Some of you have asked how you can help me. I have a tendency to say, “You just did” because knowing that people care to help and that I won’t be left to die makes things so much easier. But there are a few things that occurred to me the last few days that you can do to help me (or that you already do do) (do do ;-)):

  1. When you leave comments on my blog, leave voicemails, send emails, texts etc., it means the world to me. I may not get back to you right away or ever ~ the blog is about as much sitting in a chair at a computer as I can manage ~ but, I thank you and appreciate you and can not adequately express what it means to have your support.
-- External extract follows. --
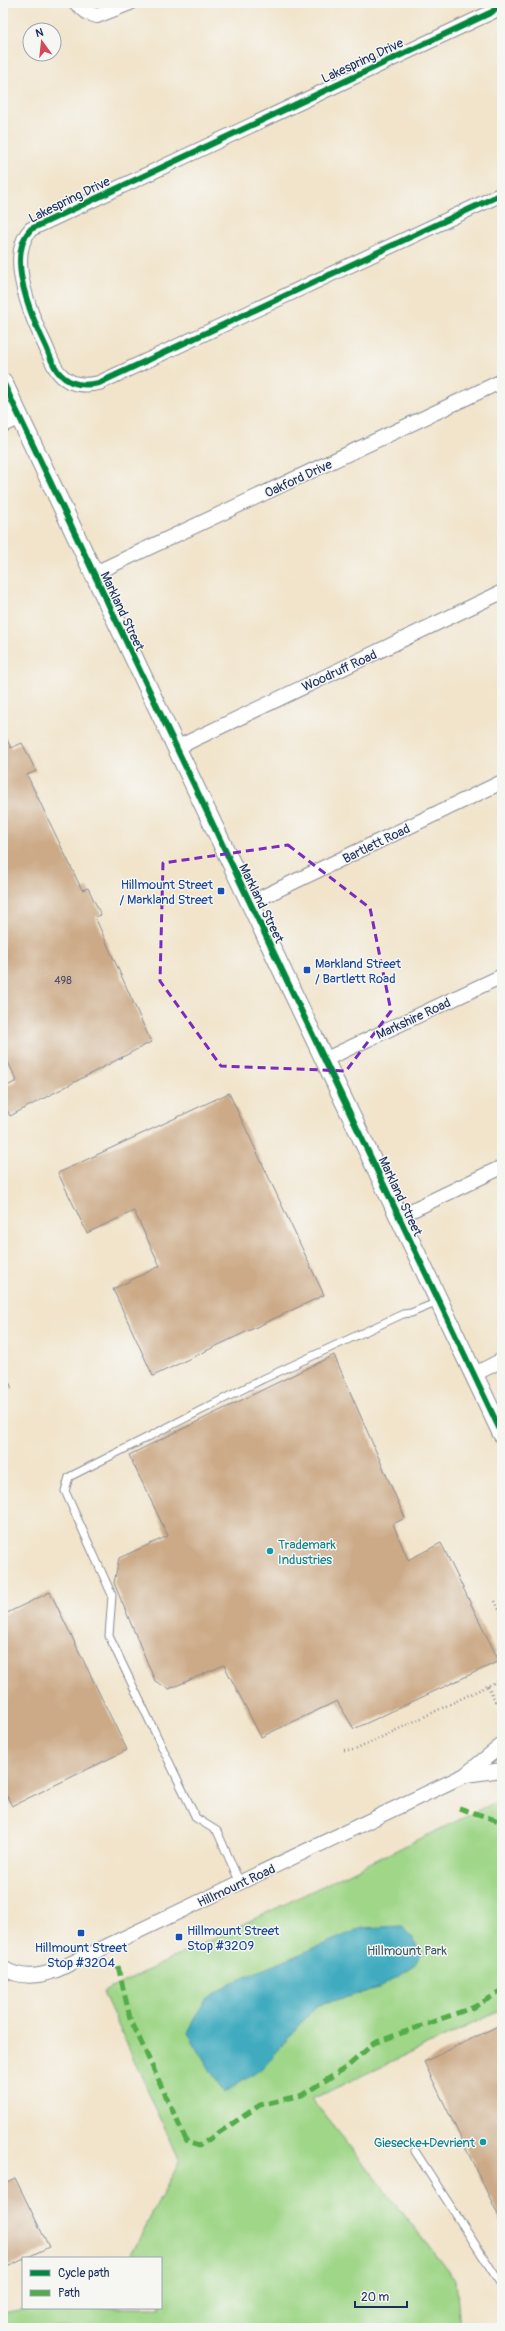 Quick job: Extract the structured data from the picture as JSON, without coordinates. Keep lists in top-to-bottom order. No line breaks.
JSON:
{"streets":{"street":["Lakespring Drive","Oakford Drive","Markland Street","Woodruff Road","Bartlett Road","Markshire Road","Hillmount Road"]},"crossings":[["Oakford Drive","Markland Street"],["Markland Street","Woodruff Road"],["Markland Street","Bartlett Road"],["Markland Street","Markshire Road"]],"parks":["Hillmount Park"],"places":{"transit":["Hillmount Street / Markland Street","Markland Street / Bartlett Road","Hillmount Street Stop #3204","Hillmount Street Stop #3209"],"other":["Trademark Industries","Giesecke+Devrient"]},"house_numbers":["498"],"legend":["Cycle path","Path"],"scale_bar":"20 m","north":"top"}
  2. If anyone is ever bored, I need help finding a C.F.S./M.E. specialist and figuring out if there is anything I can do to get better or contribute to the research. Can I be a guinea pig? Do I need to fly to some doctor somewhere? And not just good doctors like the ones at the Mayo Clinic, but doctors specialising in this disease. Aren’t they just dying for textbook cases like mine? Don’t they want to take biopsies of my muscles or give me tasks and see how my pain and strength change? I would think there are an awful lot of people out there who are chronically fatigued or chronically in pain or suffering horribly but who do not, in fact, have the classic M.E. symptom of feel-okay-do-something-physical-and-practically-pay-with-your-life (as well as the vertigo at onset, debilitating exhaustion and pain, headaches, sore throats, temperature problems, night sweats and chills blah blah blah). I’m not over weight, I don’t drink or smoke, I have no home stressors, all my labs are normal ~ Aren’t the specialists gagging to study me? And all the other people I am in communication with online who are suffering at home? Shouldn’t the specialists and researchers be coming to us?? I’m just too exhausted to research all the links, all the info, read all the books… it’s such overload and gives me nightmares and makes my fears deepen.
  3. I was given the gift of a house cleaning (you know who you are, thank you). The money it cost was better spent than on any therapy session, massage or acupuncture I’ve had. This woman was so wonderful, so thorough, so kind. My house has never looked so good and it is pure joy to have that luxury. When she was leaving, she asked me, “Have you prayed to God?” I said, “No, I haven’t gotten to that point yet.” She said, “I will pray for you every day, Miss.” And it made me think about all those studies I read in college that showed patients healed better, faster, and more completely when people were praying for them even if the patients themselves didn’t know anyone was praying for them. These were statistically significant results. Call it what you like; I call it the collective unconscious, energy, intention. We are more powerful than we know and intention ~ brain waves, the power of the mind ~ can give results. So, my third and most-odd-for-me request: if you are so inclined, please say a prayer for me. And, if you are not inclined, maybe just throw a thought out into the universe that this affliction will leave me. I will do the same for you in my daily meditations. Even if I don’t get better, we might cause Mount Rainier to erupt or something, which would add some excitement to my life.